In case anyone stops sending me copy-editing work because of what I wrote somewhere not far below (‘there are more interesting things than correctness’), I should add that I do get bothered by punctuation and grammar that’s plain wrong, silly or misleading. I can argue all day about commas. (I’m currently having a rather boring argument with an author who wants to use both en-rules and em-rules for dashes; he has his reasons, but the result on the page will look to the innocent reader like a mistake.)

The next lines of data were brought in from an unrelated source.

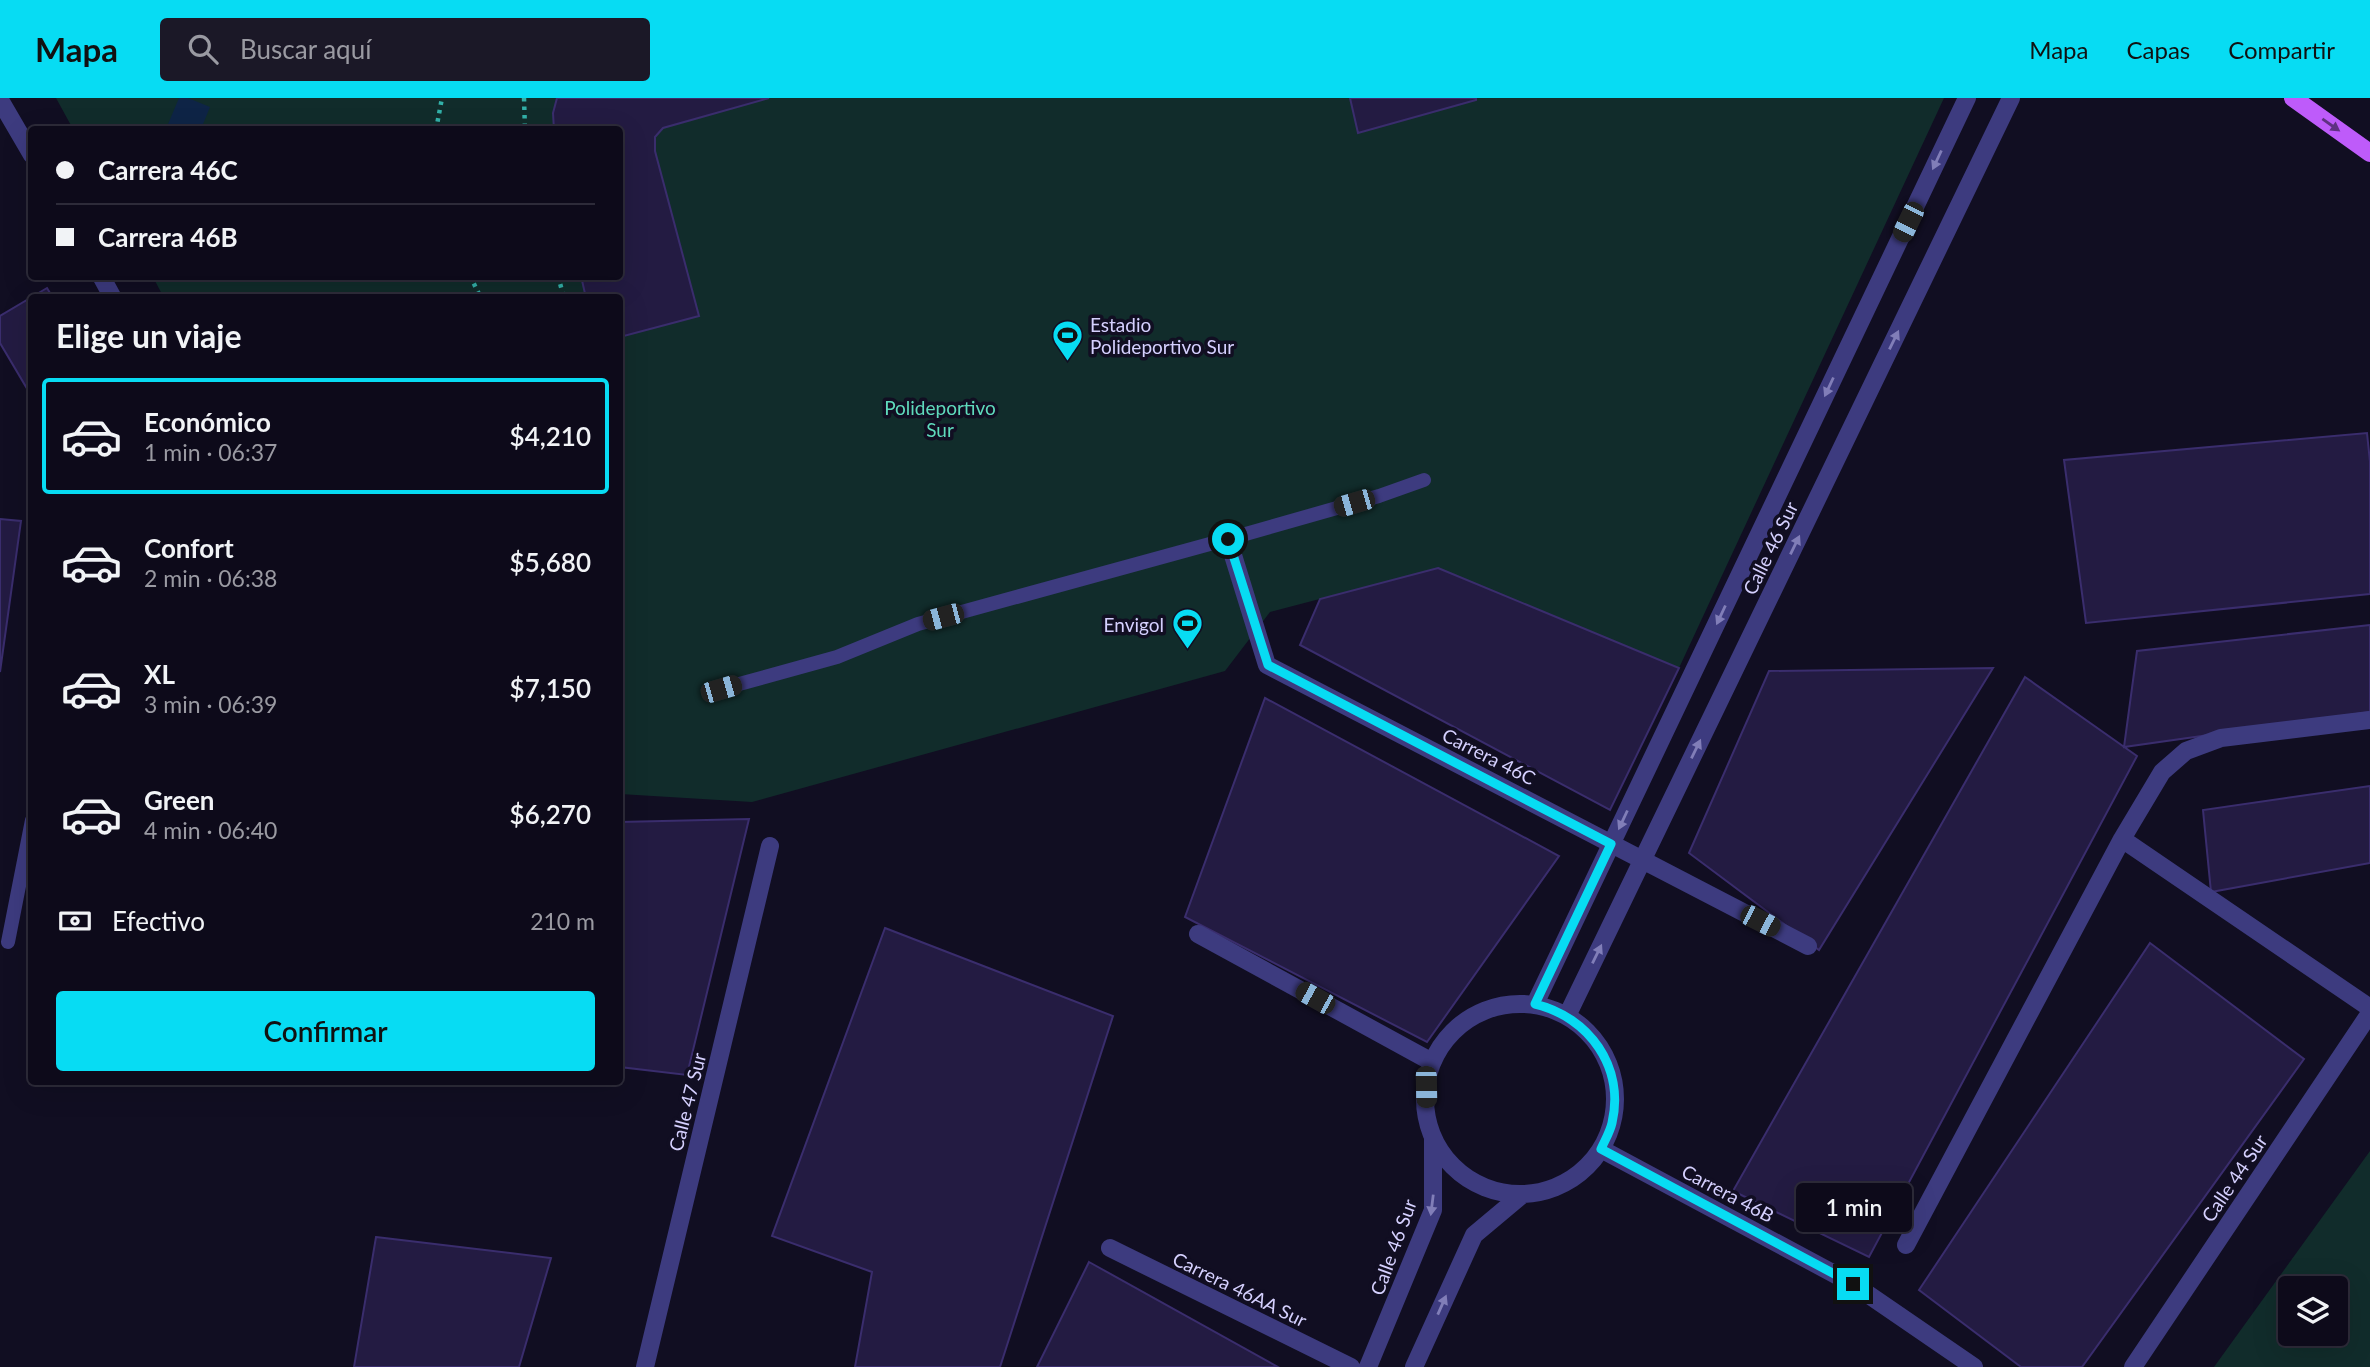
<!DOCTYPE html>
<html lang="es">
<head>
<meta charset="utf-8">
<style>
	:root { --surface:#0d0a1a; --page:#1b1827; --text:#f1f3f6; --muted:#9a9aa2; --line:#2d2b39; --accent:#07dcf3 }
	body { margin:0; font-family:Lato,sans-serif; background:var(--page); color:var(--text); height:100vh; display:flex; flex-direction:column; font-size:26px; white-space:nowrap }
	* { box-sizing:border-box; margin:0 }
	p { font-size:23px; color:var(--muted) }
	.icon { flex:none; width:38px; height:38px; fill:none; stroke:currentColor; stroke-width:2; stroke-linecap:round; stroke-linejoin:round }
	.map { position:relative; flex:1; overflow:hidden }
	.sheet { position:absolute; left:28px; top:196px; width:595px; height:791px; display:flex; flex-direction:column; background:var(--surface); border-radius:7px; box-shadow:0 7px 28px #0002,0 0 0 2px var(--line) }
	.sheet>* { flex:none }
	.hud { position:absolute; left:28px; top:28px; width:595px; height:154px; border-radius:7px; box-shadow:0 7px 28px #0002,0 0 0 2px var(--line); display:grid; align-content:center; height:154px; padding:0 28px; background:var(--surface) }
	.buttons { position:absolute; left:2278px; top:1178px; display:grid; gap:14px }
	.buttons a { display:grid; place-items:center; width:70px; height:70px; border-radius:7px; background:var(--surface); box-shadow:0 7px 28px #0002,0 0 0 2px var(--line); font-size:35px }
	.end { position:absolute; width:32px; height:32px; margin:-16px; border:9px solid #07dcf3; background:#111; box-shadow:0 0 0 4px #111 }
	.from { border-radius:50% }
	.bubble { position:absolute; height:49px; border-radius:7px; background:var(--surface); box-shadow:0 7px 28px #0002,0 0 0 2px var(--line); font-size:23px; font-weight:600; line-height:49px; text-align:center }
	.car { position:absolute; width:21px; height:42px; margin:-21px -10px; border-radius:9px; box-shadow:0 0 5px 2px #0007; background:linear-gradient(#222 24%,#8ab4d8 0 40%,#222 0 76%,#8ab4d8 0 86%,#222 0) }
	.hud b { display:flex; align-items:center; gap:24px; height:66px; font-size:26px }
	.hud b+b { border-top:2px solid var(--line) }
	.hud i { width:18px; height:18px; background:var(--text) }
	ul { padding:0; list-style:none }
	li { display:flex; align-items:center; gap:21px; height:116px; margin:0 14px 10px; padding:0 14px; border:4px solid transparent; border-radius:7px }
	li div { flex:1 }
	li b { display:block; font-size:26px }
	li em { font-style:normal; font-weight:600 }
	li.selected { border-color:var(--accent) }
	li>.icon { width:63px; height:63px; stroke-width:1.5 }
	h2 { padding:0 28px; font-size:32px; line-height:84px }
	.pay { display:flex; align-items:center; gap:18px; height:77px; padding:0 28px; font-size:26px }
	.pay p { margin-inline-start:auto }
	.button { display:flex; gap:14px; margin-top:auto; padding:14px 28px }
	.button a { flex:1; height:80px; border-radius:7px; background:var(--accent); color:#111; font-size:28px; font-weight:600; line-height:80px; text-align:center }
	header { display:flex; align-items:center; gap:42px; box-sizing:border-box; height:98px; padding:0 35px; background:var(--accent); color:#111 }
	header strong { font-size:33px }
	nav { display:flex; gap:38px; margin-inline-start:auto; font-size:24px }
	.search { width:490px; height:63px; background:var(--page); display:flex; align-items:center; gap:18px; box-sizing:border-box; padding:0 24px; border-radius:7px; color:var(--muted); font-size:26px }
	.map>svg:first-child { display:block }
	.green { fill:#112c2b; fill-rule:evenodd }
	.water { fill:#0e2446 }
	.building { fill:#231b42; stroke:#3a2d6d; stroke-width:2 }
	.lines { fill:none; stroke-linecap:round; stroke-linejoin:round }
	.path { stroke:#32b0a8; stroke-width:4.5; stroke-dasharray:3.5 5; stroke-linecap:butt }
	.service { stroke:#3d3b7f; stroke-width:14 }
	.minor { stroke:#3d3b7f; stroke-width:18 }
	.primary { stroke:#be5bfa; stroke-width:18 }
	.oneway { fill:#5f3183 }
	.oneway2 { fill:#817eb8 }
	.route { stroke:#07dcf3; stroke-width:9 }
	.labels { text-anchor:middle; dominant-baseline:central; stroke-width:7; stroke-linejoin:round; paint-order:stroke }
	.poi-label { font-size:19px; fill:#d5d0fe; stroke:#110e22; text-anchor:start }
	.park-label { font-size:19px; fill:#5fdbbc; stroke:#110e22 }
	.street-label { font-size:19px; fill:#d5d0fe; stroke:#110e22 }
</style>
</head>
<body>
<header>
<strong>Mapa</strong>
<div class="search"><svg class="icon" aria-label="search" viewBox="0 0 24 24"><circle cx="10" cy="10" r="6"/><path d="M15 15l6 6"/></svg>Buscar aquí</div>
<nav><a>Mapa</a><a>Capas</a><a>Compartir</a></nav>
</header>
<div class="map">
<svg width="2370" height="1269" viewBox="0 0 2370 1269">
	<rect width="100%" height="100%" fill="#110e22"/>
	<path class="green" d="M56 0H1944L1679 570 1438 470 1270 514 1225 573 752 704 620 696V200H164L153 179 620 178V32L73 31Z
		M2370 1053V1269H2214ZM2291 1190H2336V1236H2291Z"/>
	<path class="water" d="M179 0H188L210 9 201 31H166Z"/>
	<path class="building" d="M557 0H769L663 30 655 39V53L699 218 620 239V200H586L581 178H620V32H554L553 15Z
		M1350 0H1476V2L1358 35Z
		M47 190 53 200H32V299L0 245V218Z
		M2367 335 2370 364V496L2086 525 2064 362Z
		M0 421 21 423 0 574Z
		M1438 470 1679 570 1610 712 1300 547 1320 501Z
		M2370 527V614L2124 649 2137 553Z
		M1993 570 1819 852 1689 755 1769 573Z
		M2025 579 2137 658 1869 1159 1733 1093Z
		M1265 600 1559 758 1427 944 1185 819Z
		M2370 688V765L2211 794 2203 712Z
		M749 721 687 977 620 969V724Z
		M885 830 1113 918 1000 1269H855L872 1174 772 1138Z
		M2150 845 2304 961 2082 1269H2021L1919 1192Z
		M376 1139 551 1160 519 1269H354Z
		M1089 1164 1278 1269H1037Z"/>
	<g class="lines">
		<path class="path" d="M524 0 525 32
			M436 32 442 0
			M470 178 481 200
			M558 178 564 200"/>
		<path class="service" d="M721 591 837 559 918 526 1228 441 1379 398 1424 382
			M8 844 32 722"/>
		<path class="minor" d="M0 2 32 57
			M101 178 113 200
			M1228 441 1267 567 1808 848
			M2122 741 2162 674 2186 653 2221 640 2370 622
			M1198 836 1432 964
			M1535 906 1967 0
			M1425 1001a95 95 0 1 1 190 0a95 95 0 1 1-190 0Z
			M1567 918 2011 0
			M1601 1051 1853 1186 1974 1269
			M1906 1147 2122 741 2370 910
			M1110 1150 1351 1269
			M645 1269 770 748
			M1368 1269 1433 1112V1039
			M1414 1269 1474 1137 1523 1096
			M2133 1269 2370 915"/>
		<path class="primary" d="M2293 0 2370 55"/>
	</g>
	<defs><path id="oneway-solid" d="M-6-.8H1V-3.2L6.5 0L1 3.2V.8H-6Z" transform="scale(1.75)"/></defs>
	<use class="oneway" href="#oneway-solid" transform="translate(2331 27) rotate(35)"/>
	<g class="oneway2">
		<use href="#oneway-solid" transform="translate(1937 62) rotate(115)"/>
		<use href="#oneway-solid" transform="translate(1894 242) rotate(-64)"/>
		<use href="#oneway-solid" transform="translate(1829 289) rotate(115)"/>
		<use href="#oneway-solid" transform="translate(1795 447) rotate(-64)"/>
		<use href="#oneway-solid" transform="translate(1721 517) rotate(115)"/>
		<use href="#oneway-solid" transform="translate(1696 651) rotate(-64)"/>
		<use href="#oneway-solid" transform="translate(1623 722) rotate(115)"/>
		<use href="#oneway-solid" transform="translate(1597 856) rotate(-64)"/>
		<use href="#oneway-solid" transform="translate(1432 1107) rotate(97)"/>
		<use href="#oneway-solid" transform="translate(1442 1207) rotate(-66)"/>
	</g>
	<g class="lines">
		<path class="route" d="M1228 441 1268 567 1611 746 1535 906C1589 919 1625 969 1612 1025 1610 1034 1605 1042 1601 1051L1853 1186"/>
	</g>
	<defs>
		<symbol id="stadium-pin" viewBox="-11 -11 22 30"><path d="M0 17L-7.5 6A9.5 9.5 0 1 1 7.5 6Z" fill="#07dcf3" stroke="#110e22"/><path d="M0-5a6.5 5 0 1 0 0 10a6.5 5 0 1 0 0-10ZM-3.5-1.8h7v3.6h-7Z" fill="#111"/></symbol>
	</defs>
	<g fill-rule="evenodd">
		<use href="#stadium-pin" x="1050" y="220" width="35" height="47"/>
		<use href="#stadium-pin" x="1170" y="508" width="35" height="47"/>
	</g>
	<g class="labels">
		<g class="poi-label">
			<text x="1090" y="226">Estadio<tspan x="1090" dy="22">Polideportivo Sur</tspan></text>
			<text x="1164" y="526" text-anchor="end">Envigol</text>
		</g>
		<g class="park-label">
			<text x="940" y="309">Polideportivo<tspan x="940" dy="22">Sur</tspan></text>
		</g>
		<g class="street-label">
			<text transform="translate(1770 450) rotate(-64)">Calle 46 Sur</text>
			<text transform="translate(1489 658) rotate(27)">Carrera 46C</text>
			<text transform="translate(687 1004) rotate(-76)">Calle 47 Sur</text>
			<text transform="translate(2234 1080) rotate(-56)">Calle 44 Sur</text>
			<text transform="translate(1728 1095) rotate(28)">Carrera 46B</text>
			<text transform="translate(1393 1149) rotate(-70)">Calle 46 Sur</text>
			<text transform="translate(1240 1191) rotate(26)">Carrera 46AA Sur</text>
		</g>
	</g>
</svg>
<div class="buttons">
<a><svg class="icon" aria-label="layers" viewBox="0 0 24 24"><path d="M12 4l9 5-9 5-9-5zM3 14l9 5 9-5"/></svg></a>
</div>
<i class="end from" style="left:1228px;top:441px"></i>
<i class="end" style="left:1853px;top:1186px"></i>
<div class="bubble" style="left:1796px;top:1085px;width:116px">1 min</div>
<i class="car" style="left:1908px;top:124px;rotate:206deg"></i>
<i class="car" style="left:1354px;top:405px;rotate:254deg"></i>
<i class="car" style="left:943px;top:519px;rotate:255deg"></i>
<i class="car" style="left:721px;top:591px;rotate:74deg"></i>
<i class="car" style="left:1760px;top:823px;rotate:117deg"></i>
<i class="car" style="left:1315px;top:900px;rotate:299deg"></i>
<i class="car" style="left:1426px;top:989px;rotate:179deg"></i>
<div class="hud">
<b><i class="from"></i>Carrera 46C</b>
<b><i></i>Carrera 46B</b>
</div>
<section class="sheet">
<h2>Elige un viaje</h2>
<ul>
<li class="selected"><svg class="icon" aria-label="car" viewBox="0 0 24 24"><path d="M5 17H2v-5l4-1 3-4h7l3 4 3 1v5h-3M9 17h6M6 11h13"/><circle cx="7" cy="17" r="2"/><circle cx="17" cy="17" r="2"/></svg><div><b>Económico</b><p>1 min · 06:37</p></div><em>$4,210</em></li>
<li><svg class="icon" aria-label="car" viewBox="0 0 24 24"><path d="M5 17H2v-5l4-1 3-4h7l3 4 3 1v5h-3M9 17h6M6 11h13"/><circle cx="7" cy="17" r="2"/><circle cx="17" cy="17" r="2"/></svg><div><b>Confort</b><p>2 min · 06:38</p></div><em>$5,680</em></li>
<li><svg class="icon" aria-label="car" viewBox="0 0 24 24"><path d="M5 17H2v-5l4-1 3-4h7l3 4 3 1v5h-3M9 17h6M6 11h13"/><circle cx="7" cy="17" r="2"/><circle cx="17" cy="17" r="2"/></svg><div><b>XL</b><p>3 min · 06:39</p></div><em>$7,150</em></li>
<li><svg class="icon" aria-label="car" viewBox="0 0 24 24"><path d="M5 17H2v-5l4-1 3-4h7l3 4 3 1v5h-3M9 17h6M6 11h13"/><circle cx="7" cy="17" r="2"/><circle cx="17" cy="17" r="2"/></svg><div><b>Green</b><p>4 min · 06:40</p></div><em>$6,270</em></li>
</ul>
<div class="pay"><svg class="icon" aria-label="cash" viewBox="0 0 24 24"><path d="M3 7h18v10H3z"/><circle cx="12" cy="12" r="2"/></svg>Efectivo<p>210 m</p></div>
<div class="button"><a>Confirmar</a></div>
</section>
</div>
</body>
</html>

A tool for clarity and precision, good punctuation is essentially good manners; it’s about being courteous to readers, saving them from confusion and having to read your sentences again to work out what you’re trying to say. But ‘good’ doesn’t always mean it has to obey the school rules. The zero-tolerance but muddled approach of Lynne Truss is no help at all. (For a sensible take on Truss – ‘Why should a person who is not just vague about the rules but disinclined to follow them bother to produce a guide to punctuation?’ – see Louis Menand in The New Yorker.) For good read appropriate. There are writers who use no quote marks for speech, who sometimes don’t bother with punctuation at all, who ignore the usage guides, and if they’re clever enough – a big if, but it happens – that’s fine.
Earlier this week Allen Ginsberg’s Collected Poems 1947–80 fell into my lap, and I read this in his introduction: ‘Syntax punctuation Capitalization remain idiosyncratic, retaining the variable measure of nervous systematics.’